___ INFORMATION PROVIDED

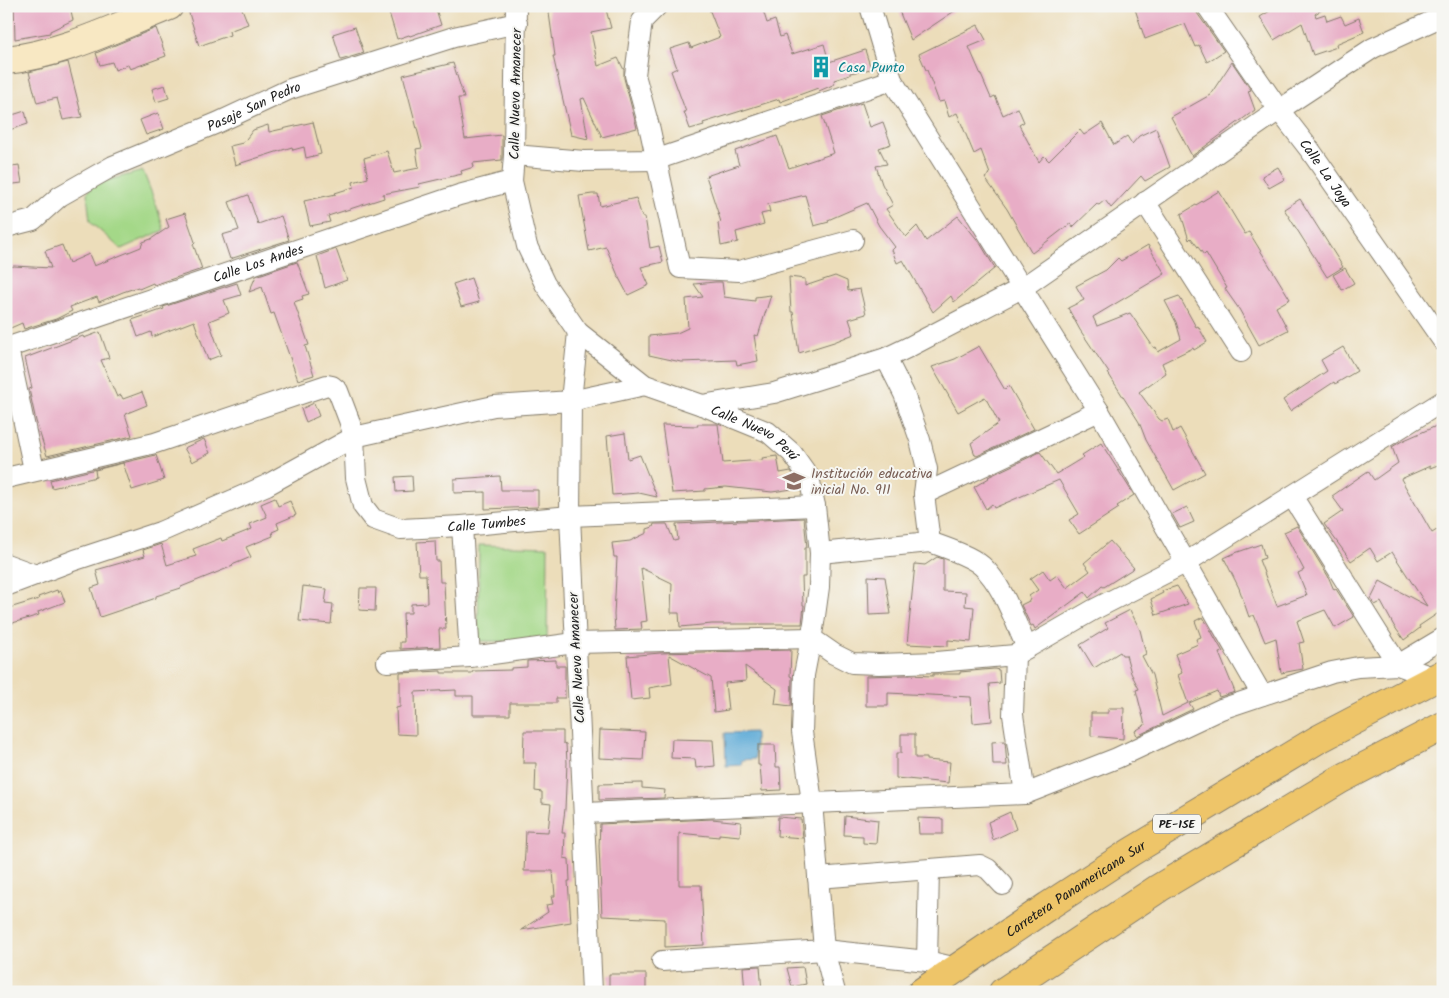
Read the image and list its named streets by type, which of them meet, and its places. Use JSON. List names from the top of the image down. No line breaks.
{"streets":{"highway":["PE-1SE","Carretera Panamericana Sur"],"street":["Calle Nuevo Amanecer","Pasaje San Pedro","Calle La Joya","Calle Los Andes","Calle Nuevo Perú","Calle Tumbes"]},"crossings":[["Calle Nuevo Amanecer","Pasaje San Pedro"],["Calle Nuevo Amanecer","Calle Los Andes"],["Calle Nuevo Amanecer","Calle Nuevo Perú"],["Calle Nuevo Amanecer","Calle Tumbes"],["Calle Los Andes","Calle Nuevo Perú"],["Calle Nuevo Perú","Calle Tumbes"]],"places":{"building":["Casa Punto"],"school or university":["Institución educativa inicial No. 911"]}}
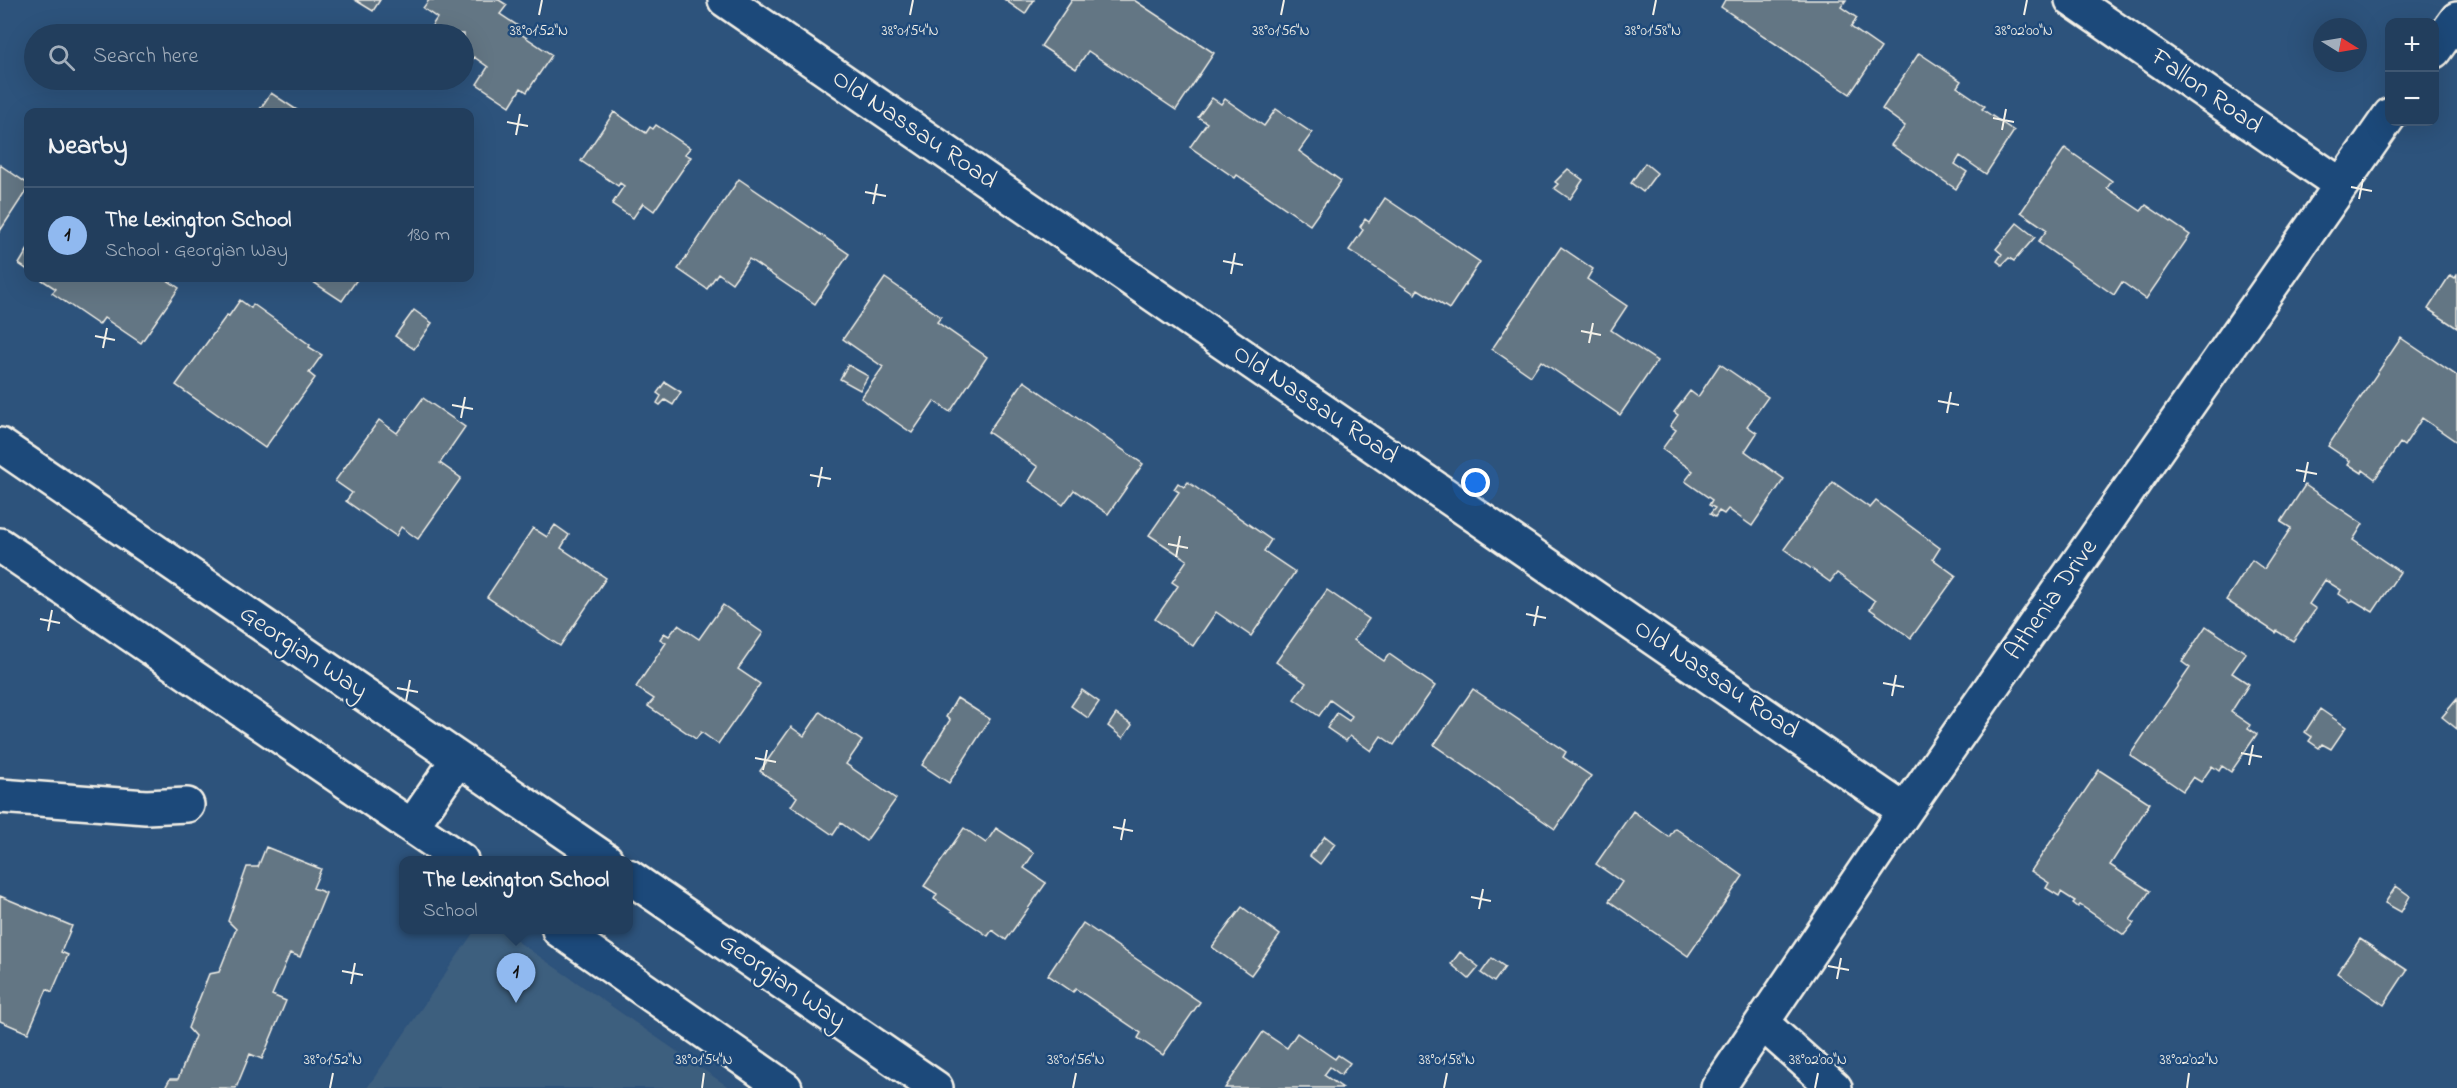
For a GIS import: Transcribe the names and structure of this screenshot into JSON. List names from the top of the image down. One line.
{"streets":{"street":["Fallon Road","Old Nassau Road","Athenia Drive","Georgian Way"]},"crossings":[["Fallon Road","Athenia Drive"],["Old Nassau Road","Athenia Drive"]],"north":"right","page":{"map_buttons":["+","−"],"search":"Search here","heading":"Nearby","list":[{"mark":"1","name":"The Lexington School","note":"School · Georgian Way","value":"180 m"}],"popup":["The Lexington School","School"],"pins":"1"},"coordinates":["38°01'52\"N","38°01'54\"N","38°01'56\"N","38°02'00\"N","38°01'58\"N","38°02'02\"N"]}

______

PROBLEM —
Give the listing again, exactly as it appears, but without its images.

SOLUTION TO THIS TASK —
Read the image and list its named streets by type, which of them meet, and its places. Use JSON. List names from the top of the image down. No line breaks.
{"streets":{"highway":["PE-1SE","Carretera Panamericana Sur"],"street":["Calle Nuevo Amanecer","Pasaje San Pedro","Calle La Joya","Calle Los Andes","Calle Nuevo Perú","Calle Tumbes"]},"crossings":[["Calle Nuevo Amanecer","Pasaje San Pedro"],["Calle Nuevo Amanecer","Calle Los Andes"],["Calle Nuevo Amanecer","Calle Nuevo Perú"],["Calle Nuevo Amanecer","Calle Tumbes"],["Calle Los Andes","Calle Nuevo Perú"],["Calle Nuevo Perú","Calle Tumbes"]],"places":{"building":["Casa Punto"],"school or university":["Institución educativa inicial No. 911"]}}
For a GIS import: Transcribe the names and structure of this screenshot into JSON. List names from the top of the image down. One line.
{"streets":{"street":["Fallon Road","Old Nassau Road","Athenia Drive","Georgian Way"]},"crossings":[["Fallon Road","Athenia Drive"],["Old Nassau Road","Athenia Drive"]],"north":"right","page":{"map_buttons":["+","−"],"search":"Search here","heading":"Nearby","list":[{"mark":"1","name":"The Lexington School","note":"School · Georgian Way","value":"180 m"}],"popup":["The Lexington School","School"],"pins":"1"},"coordinates":["38°01'52\"N","38°01'54\"N","38°01'56\"N","38°02'00\"N","38°01'58\"N","38°02'02\"N"]}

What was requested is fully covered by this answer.